[Collected data entries]
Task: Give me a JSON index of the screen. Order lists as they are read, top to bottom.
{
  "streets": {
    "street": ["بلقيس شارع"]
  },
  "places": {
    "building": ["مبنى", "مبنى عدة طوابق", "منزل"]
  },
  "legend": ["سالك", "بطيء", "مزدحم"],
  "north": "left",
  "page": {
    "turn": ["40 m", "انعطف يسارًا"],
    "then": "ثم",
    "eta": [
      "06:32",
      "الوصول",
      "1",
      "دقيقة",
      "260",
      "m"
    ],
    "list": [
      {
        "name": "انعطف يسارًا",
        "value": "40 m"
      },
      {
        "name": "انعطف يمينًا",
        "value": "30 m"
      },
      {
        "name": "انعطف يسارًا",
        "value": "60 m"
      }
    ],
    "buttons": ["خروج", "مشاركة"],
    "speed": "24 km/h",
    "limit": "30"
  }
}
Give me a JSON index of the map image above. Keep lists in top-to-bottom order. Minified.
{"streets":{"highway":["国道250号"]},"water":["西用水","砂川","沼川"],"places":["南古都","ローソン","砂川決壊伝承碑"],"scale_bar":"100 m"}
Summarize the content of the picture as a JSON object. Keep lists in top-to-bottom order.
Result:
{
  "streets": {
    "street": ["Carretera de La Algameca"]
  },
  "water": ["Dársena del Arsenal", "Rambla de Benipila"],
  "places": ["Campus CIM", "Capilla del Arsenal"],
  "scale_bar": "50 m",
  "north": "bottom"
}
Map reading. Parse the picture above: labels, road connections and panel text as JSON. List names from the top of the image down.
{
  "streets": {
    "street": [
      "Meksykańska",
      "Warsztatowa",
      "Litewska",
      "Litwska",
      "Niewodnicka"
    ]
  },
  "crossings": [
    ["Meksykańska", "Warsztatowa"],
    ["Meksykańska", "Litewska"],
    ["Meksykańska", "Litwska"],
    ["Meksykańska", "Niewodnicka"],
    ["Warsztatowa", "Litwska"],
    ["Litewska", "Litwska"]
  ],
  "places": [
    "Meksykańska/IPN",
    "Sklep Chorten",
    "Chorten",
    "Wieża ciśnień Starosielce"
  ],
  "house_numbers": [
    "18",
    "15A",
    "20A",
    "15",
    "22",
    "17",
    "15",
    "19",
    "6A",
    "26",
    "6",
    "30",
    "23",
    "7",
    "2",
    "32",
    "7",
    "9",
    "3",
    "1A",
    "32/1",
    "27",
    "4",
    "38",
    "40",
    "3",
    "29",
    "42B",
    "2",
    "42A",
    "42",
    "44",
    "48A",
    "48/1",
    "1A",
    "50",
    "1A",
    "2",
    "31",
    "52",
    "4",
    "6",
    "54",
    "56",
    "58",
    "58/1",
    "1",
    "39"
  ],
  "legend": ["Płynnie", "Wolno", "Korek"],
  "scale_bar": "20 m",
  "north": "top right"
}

> **Exercise instructions**: Each entry above is to be returned exactly as given.

> **Task solution**:
Task: Give me a JSON index of the screen. Order lists as they are read, top to bottom.
{
  "streets": {
    "street": ["بلقيس شارع"]
  },
  "places": {
    "building": ["مبنى", "مبنى عدة طوابق", "منزل"]
  },
  "legend": ["سالك", "بطيء", "مزدحم"],
  "north": "left",
  "page": {
    "turn": ["40 m", "انعطف يسارًا"],
    "then": "ثم",
    "eta": [
      "06:32",
      "الوصول",
      "1",
      "دقيقة",
      "260",
      "m"
    ],
    "list": [
      {
        "name": "انعطف يسارًا",
        "value": "40 m"
      },
      {
        "name": "انعطف يمينًا",
        "value": "30 m"
      },
      {
        "name": "انعطف يسارًا",
        "value": "60 m"
      }
    ],
    "buttons": ["خروج", "مشاركة"],
    "speed": "24 km/h",
    "limit": "30"
  }
}
Give me a JSON index of the map image above. Keep lists in top-to-bottom order. Minified.
{"streets":{"highway":["国道250号"]},"water":["西用水","砂川","沼川"],"places":["南古都","ローソン","砂川決壊伝承碑"],"scale_bar":"100 m"}
Summarize the content of the picture as a JSON object. Keep lists in top-to-bottom order.
Result:
{
  "streets": {
    "street": ["Carretera de La Algameca"]
  },
  "water": ["Dársena del Arsenal", "Rambla de Benipila"],
  "places": ["Campus CIM", "Capilla del Arsenal"],
  "scale_bar": "50 m",
  "north": "bottom"
}
Map reading. Parse the picture above: labels, road connections and panel text as JSON. List names from the top of the image down.
{
  "streets": {
    "street": [
      "Meksykańska",
      "Warsztatowa",
      "Litewska",
      "Litwska",
      "Niewodnicka"
    ]
  },
  "crossings": [
    ["Meksykańska", "Warsztatowa"],
    ["Meksykańska", "Litewska"],
    ["Meksykańska", "Litwska"],
    ["Meksykańska", "Niewodnicka"],
    ["Warsztatowa", "Litwska"],
    ["Litewska", "Litwska"]
  ],
  "places": [
    "Meksykańska/IPN",
    "Sklep Chorten",
    "Chorten",
    "Wieża ciśnień Starosielce"
  ],
  "house_numbers": [
    "18",
    "15A",
    "20A",
    "15",
    "22",
    "17",
    "15",
    "19",
    "6A",
    "26",
    "6",
    "30",
    "23",
    "7",
    "2",
    "32",
    "7",
    "9",
    "3",
    "1A",
    "32/1",
    "27",
    "4",
    "38",
    "40",
    "3",
    "29",
    "42B",
    "2",
    "42A",
    "42",
    "44",
    "48A",
    "48/1",
    "1A",
    "50",
    "1A",
    "2",
    "31",
    "52",
    "4",
    "6",
    "54",
    "56",
    "58",
    "58/1",
    "1",
    "39"
  ],
  "legend": ["Płynnie", "Wolno", "Korek"],
  "scale_bar": "20 m",
  "north": "top right"
}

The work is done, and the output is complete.